This is where your cards analogy falls through, in a deck of cards, you know that there are better cards you don't have in your hand, you know exactly what your Jack is worth in absolute terms.

At Amazon, you can have a Royal Flush, and because of stack ranking decide to discard your 10, and if you know your poker, that makes you go from the best hand to one of the worse.

The issue is you wouldn't know your 10 at Amazon was a great engineer and a key asset to your team, and that all replacement candidates are going to be worse, except now you've lost precious time, ramp up, and moral, as well as a great employee.

For a smaller company, it might make sense as you're building a core team and might need to go through a few people before you find a set of good ones, but where Amazon is now, at its size, over time, it has lost engineers that in industry wide averages were above it, and it has created a reputation that hurts it from attracting them back or other engineer's above the industry's average.

Due to this, Amazon is becoming a second pick. Good engineers will pick Netflix, Google, Microsoft, and even sometimes Facebook (due to their higher comp) over Amazon. And since all these companies hiring process are the same, it's common that someone who can pass the Amazon interview can pass one of those other ones as well. In fact, almost 70% of everyone I've seen be released from a PIP went to work at one of the other big tech companies.

The other big problem is that the stack ranking works like American reality TV competitions. It doesn't matter if you've excelled year over year, if you have one bad year, where for whatever reason you get identified as a low performer, you'll get PIPed. In my experience that's often contextual, a new manager or you look like a bad performer because the business and leadership couldn't figure out good projects for you to work on and own that year, or they themselves couldn't get their act together and you're a scape goat. Other people on your team might have performed better simply out of luck of having been assigned better projects.

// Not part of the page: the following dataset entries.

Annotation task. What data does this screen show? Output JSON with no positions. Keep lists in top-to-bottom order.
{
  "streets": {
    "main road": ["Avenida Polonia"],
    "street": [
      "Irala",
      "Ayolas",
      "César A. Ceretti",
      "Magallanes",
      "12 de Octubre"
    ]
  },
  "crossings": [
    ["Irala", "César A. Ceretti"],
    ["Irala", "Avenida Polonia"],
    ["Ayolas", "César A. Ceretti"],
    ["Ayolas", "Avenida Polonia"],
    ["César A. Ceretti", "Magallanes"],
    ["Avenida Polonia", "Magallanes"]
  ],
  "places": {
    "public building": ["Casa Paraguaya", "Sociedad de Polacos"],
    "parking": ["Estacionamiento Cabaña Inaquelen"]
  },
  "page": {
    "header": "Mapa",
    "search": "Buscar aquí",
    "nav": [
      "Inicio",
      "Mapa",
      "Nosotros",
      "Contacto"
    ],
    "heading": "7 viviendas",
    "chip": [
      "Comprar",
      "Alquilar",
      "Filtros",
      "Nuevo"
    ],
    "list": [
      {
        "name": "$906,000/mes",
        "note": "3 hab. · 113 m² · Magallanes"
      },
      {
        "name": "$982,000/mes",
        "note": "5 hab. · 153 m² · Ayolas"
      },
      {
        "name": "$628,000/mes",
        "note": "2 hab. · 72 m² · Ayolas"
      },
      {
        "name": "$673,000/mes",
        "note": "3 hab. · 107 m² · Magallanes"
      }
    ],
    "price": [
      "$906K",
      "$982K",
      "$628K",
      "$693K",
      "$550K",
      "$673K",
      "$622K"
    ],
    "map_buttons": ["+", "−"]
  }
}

Amazon used to get away with simply finding the best talent, but in my experience there, that's now backfiring, and instead of growing the best talent, their quest to find it is turning into a system that recruits more and more mediocre talent as time goes on.

1 comments

I recently left Amazon, and I don't think the stack ranking is to blame for the reduction in talent (which I also noticed).

Amazon doesn't pay top dollar for engineers, and the delta between Amazon and other companies is growing every year. (The compensation ends up being competitive when you take into account stock growth, but the new hire offers are not attractive.) And it's a very results-driven, stressful work environment. The effect of that is that people who get better offers go elsewhere, both new hires and existing employees. Those who are left either don't feel like interviewing or interviewed but didn't like their other options.

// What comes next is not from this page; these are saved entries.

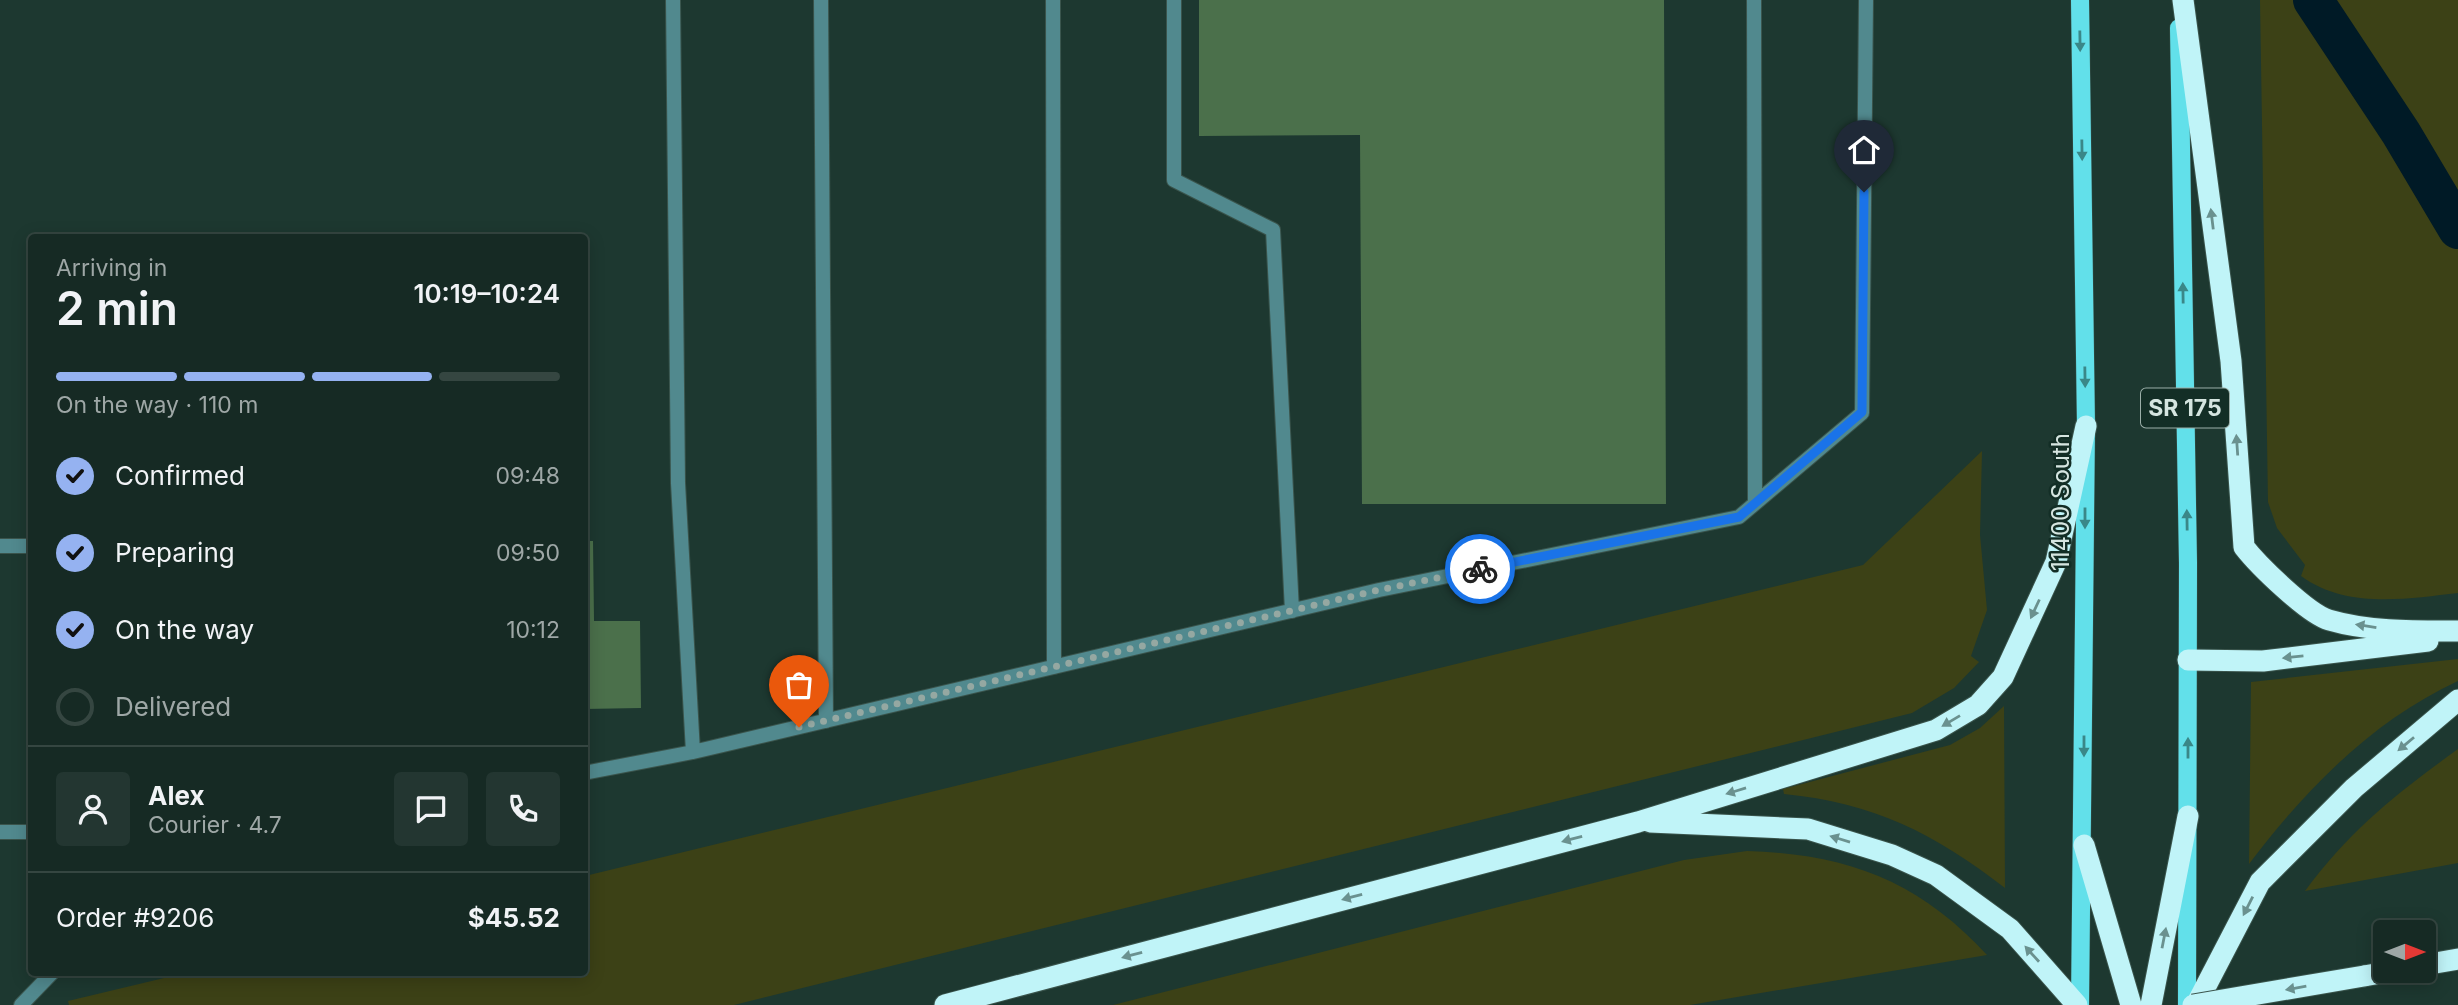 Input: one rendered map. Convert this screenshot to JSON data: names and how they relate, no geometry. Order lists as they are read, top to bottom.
{
  "streets": {
    "main road": ["SR 175", "11400 South"]
  },
  "north": "right",
  "page": {
    "heading": ["2 min", "Arriving in", "10:19–10:24"],
    "panel": [
      "Alex",
      "Courier · 4.7",
      "Order #9206",
      "$45.52"
    ],
    "bar": "On the way · 110 m",
    "list": [
      ["Confirmed", "09:48"],
      ["Preparing", "09:50"],
      ["On the way", "10:12"],
      "Delivered"
    ]
  }
}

The comp might be part of it as well, but at the end of the day, the only reason the bar is lowering is because Amazon is losing their good talent and failing to attract more of it, while also failing to have processes that create good talent (as in, if you weren't already great when coming in, Amazon won't grow you, but just spit you out).

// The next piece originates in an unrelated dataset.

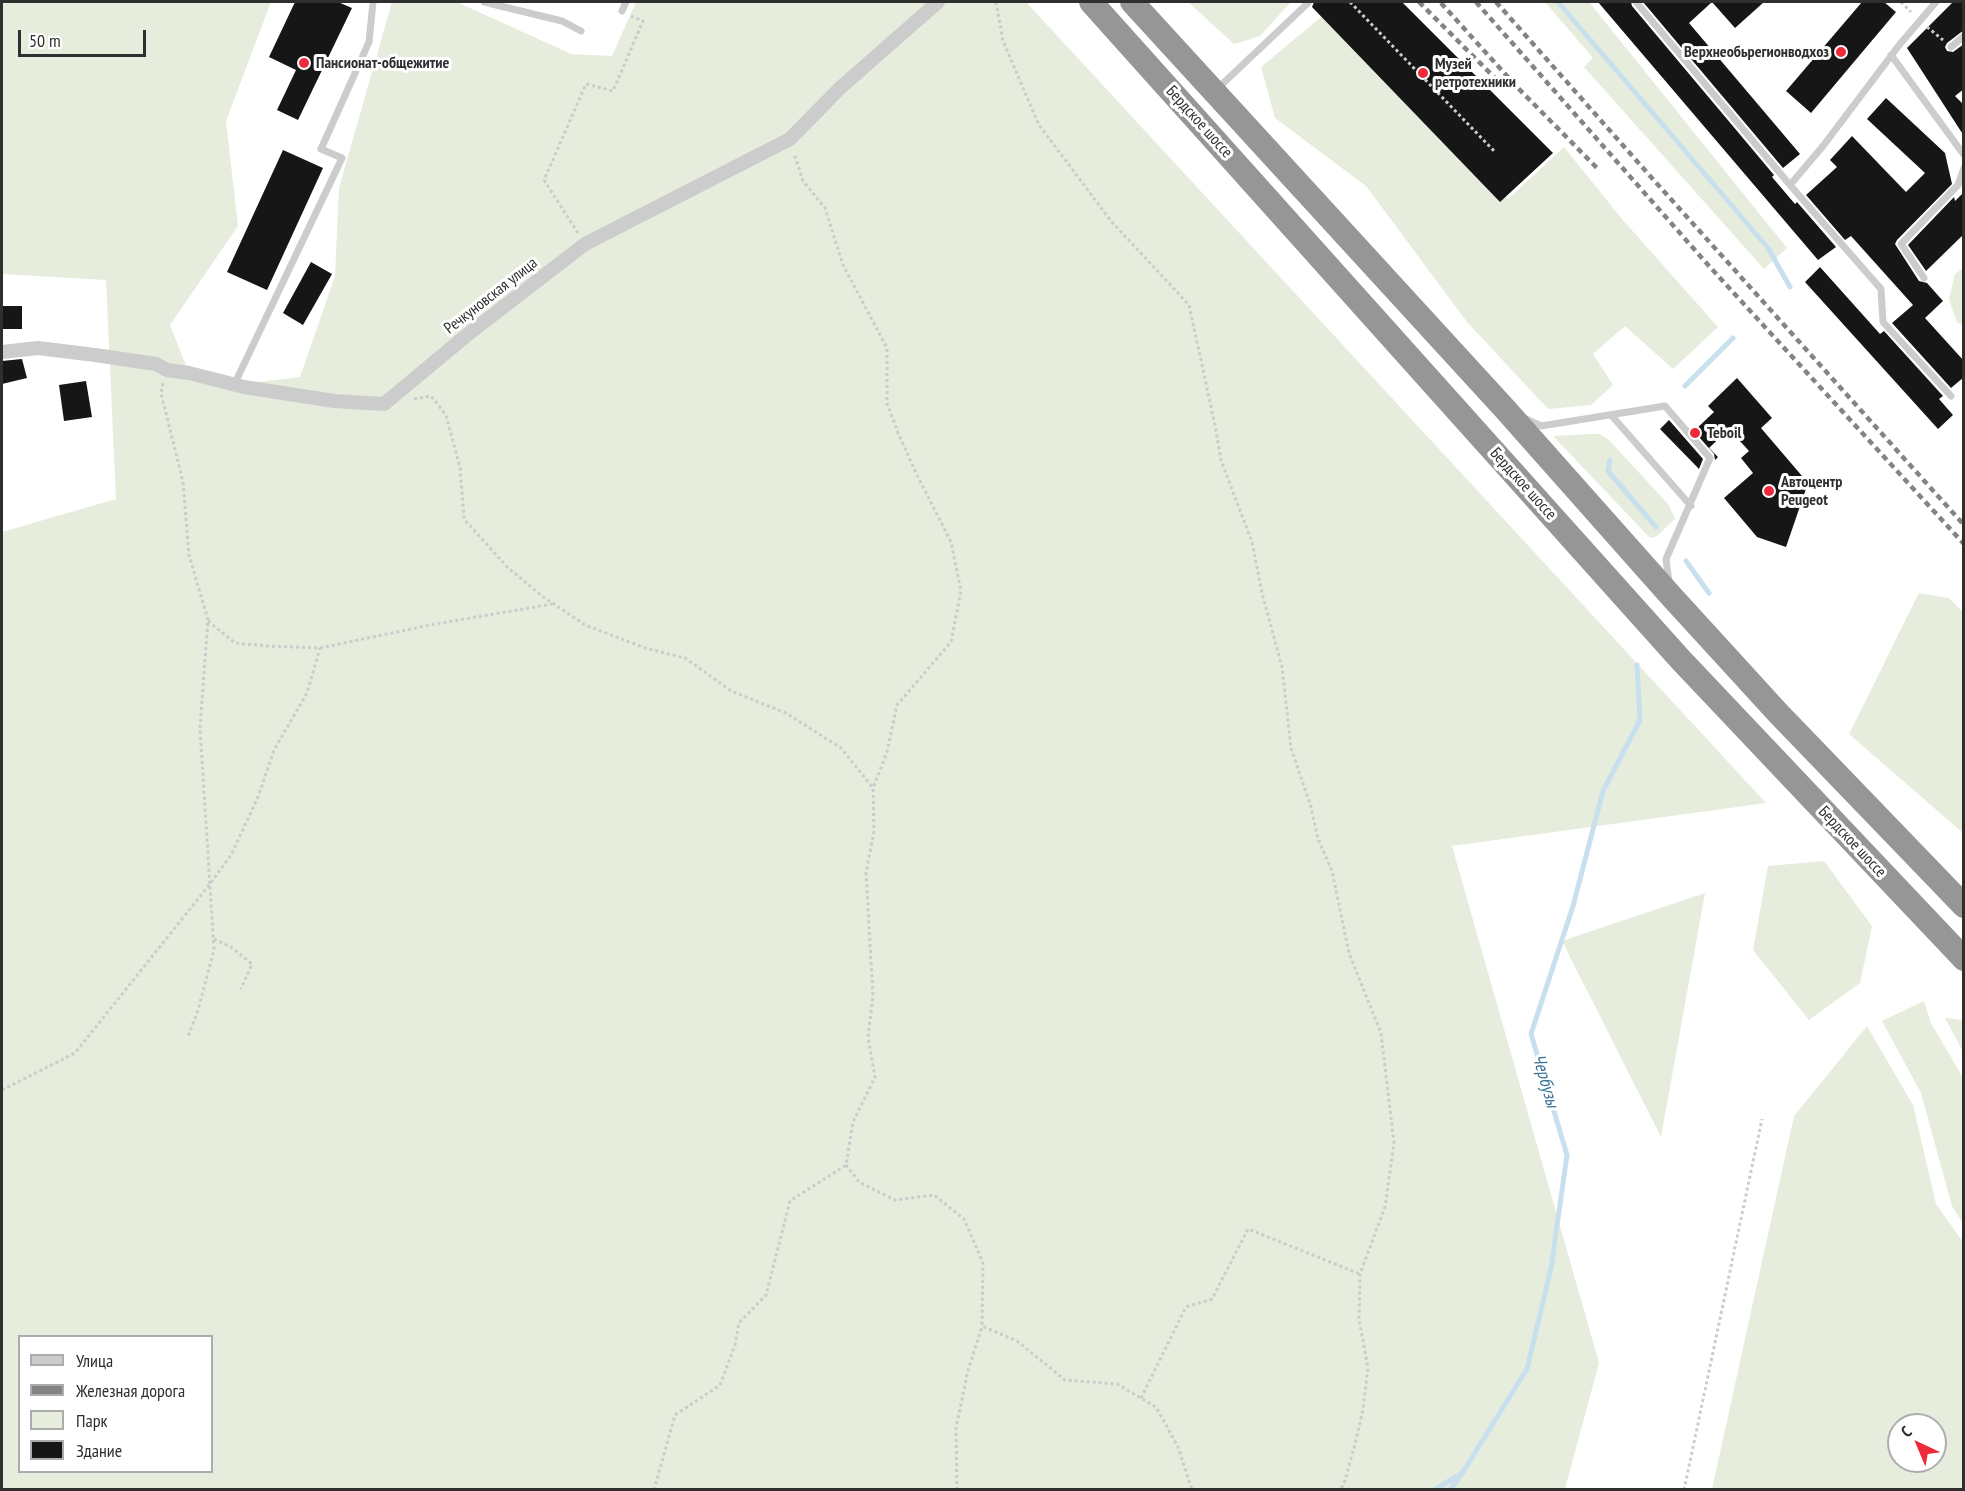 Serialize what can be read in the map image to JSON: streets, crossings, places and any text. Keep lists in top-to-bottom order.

Yes comp could help to attract better talent, that's what Facebook is doing. But of the about 150 interviews I've conducted for Amazon, 90% of almost all candidates always ask me: "So is it really as bad as they say working here? With how they treat you?"

I think that's a pretty good indicator that the reputation is just tarnished, and I wouldn't be surprised that that's having a sizable effect on the decrease of talent.

The other thing is, yes maybe some real bad apples leave from a PIP, but the whole culture around it, the stress, the feeling everyone has that they constantly have to fight for trust and respect, that is also a cause for a lot of the really good engineers and high performer to leave as well, of their own, no PIP involved, but it's the same root cause for why they leave.

I see so many good ones, ranking high every year, and after 3 to 5 years say: Well I had enough of this BS, too much hassle always playing the game. If anything, that's the biggest issue.

>But of the about 150 interviews I've conducted for Amazon, 90% of almost all candidates always ask me: "So is it really as bad as they say working here?

Every time an AMZ recruiter tries to poach me from my current job, I consider replying back with links to the NYT article, the URA article, and various anecdotes from friends that worked there. Ending with a question of 'Why in god's name would I work for your company?!'

I also used to worked at Amazon.

There are elements of the culture I miss. The focus on writing was great. Shipping things quickly that impact a lot of people is nice. It made up for a lot of the deficiencies, and it isn't universal (cough Google). Amazon tends to make the right tradeoffs with tech choices to enable this, not always, but most of the time.

I enjoyed working with principal and senior engineers at Amazon. I didn't meet a single PE that I didn't thoroughly respect and enjoy talking with. I miss the internal PE talks, and I wish they'd make them public.

Compensation is deeply personal, but once I broke 400k, I really didn't care too much one way or another, and Amazon's total compensation was never significantly less than competitors. It was about the work, impact, and people.